Australian growers and shippers claim that in October last year, Chinese mills were told to stop buying Australian-grown cotton, bringing the multi-billion-dollar-a-year trade to a virtual standstill.
“It’s not all bad luck and frustration,” cotton analyst Pete Johnson said of China’s exit from the Australian market, estimating that without the Chinese market, growers would lose a premium of $10 to $20 per bale, But returns for growers are expected to be “record highs” this year.
“Do we want the Chinese to buy our cotton? Of course, but we are spreading our risk across the subcontinent and a range of other markets in Asia.”
“Diversifying this risk is not a bad thing in the end for the industry. The price is good for the growers and we are able to spread the risk further,” he said.
Brewers seek new markets
It has been two months since China imposed high tariffs on Australian wine, with exports down $250 million compared to the same period last year.
The loss of such a lucrative market has disappointed NSW winemaker Bruce Tyrrell, who spent most of last year looking for new customers. “We are opening up markets in ‘Stan’ countries, such as Kazakhstan, Uzbekistan,” Tyrrell said.
“The market won’t be huge, but these countries are good markets too – rich countries are forging their own sophistication, and with that, drinking wine is essential,” he said.
The Australian wine industry will also be looking to other Asian countries, parts of Africa and the US. Tyrrell said 60 per cent of Australia’s wine was exported. While it is naive to think that the domestic market can absorb some of the losses, this is unlikely to happen.
“We could drink it all and then I don’t think anyone would work because we were all so drunk by then.”

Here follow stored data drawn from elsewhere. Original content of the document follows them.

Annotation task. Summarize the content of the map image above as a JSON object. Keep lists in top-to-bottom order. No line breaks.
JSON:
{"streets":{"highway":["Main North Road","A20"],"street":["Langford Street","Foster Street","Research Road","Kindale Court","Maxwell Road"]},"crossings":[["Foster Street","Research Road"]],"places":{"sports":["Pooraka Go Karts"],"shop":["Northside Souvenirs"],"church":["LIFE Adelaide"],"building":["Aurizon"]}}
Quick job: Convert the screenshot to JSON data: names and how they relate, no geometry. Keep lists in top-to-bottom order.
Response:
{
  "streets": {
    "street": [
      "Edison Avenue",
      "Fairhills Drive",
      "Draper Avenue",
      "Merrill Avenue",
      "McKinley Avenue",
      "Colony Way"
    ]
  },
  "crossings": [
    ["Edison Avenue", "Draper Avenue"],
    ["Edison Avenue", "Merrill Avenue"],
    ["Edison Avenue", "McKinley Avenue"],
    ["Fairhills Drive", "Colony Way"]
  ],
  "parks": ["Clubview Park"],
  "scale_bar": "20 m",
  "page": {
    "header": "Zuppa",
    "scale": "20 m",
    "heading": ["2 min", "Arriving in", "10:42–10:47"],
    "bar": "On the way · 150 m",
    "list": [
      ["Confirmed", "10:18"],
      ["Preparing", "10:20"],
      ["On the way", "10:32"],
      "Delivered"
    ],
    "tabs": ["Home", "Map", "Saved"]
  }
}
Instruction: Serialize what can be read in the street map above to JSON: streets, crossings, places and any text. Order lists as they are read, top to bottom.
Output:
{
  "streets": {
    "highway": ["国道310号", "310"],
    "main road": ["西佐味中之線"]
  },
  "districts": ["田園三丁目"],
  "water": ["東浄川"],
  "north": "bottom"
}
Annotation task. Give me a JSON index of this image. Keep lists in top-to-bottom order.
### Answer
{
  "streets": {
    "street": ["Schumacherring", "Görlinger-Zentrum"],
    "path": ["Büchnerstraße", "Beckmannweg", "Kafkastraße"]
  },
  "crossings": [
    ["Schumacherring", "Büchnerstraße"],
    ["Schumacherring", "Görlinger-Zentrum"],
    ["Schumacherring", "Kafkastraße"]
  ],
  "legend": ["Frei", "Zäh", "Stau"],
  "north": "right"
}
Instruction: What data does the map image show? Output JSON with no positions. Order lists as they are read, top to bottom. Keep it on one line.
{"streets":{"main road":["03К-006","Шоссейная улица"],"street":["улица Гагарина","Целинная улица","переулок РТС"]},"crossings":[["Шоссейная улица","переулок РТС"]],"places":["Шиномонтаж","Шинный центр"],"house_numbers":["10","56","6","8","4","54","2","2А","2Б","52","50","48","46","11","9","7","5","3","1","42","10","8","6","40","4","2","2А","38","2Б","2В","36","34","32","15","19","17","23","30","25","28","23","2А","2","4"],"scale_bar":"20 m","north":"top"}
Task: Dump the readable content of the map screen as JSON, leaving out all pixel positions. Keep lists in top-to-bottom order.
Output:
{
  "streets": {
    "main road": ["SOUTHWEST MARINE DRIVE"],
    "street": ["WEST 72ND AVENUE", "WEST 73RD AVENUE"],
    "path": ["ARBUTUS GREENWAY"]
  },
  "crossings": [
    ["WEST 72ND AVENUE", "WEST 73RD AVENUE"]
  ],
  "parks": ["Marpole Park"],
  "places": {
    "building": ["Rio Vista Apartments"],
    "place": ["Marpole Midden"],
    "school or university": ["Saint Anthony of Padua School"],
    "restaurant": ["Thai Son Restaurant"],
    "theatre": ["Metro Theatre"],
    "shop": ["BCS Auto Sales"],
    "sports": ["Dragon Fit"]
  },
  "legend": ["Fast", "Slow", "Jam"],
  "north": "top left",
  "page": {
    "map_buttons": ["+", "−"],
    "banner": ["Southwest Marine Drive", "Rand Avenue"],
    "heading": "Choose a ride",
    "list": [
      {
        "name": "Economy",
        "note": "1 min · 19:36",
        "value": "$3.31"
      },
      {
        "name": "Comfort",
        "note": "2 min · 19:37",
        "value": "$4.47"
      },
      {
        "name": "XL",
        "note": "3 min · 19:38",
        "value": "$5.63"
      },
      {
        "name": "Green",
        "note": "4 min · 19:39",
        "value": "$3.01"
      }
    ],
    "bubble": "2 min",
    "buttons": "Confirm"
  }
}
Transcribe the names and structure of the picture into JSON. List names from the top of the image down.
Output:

The road to recovery for the lobster industry
For the Australian seafood industry, the Chinese market is even more difficult to replace. Nearly 95% of Australia’s lobster exports go to China.
Louise Hart owns a family-owned fishing business off the west coast of Tasmania. She said she has been operating at a loss since China halted acquisitions in November.
New Year offers are due to start next month, but Hart sees an unpredictable outlook for the industry.
“We don’t know if we’re going to go out fishing, if the buyers will be able to sell, or if they’ll just be sitting dry on their little fridge or by the fish tank. We really don’t know,” Hart said.
Federal government looks to EU
Federal Trade Minister Dan Tehan said he hoped a new trade deal with Britain and the European Union this year would help exporters who no longer trade with China.
“These free trade agreements will give our exporters an opportunity to reach another half a billion consumers with lower tariffs,” Tehan said.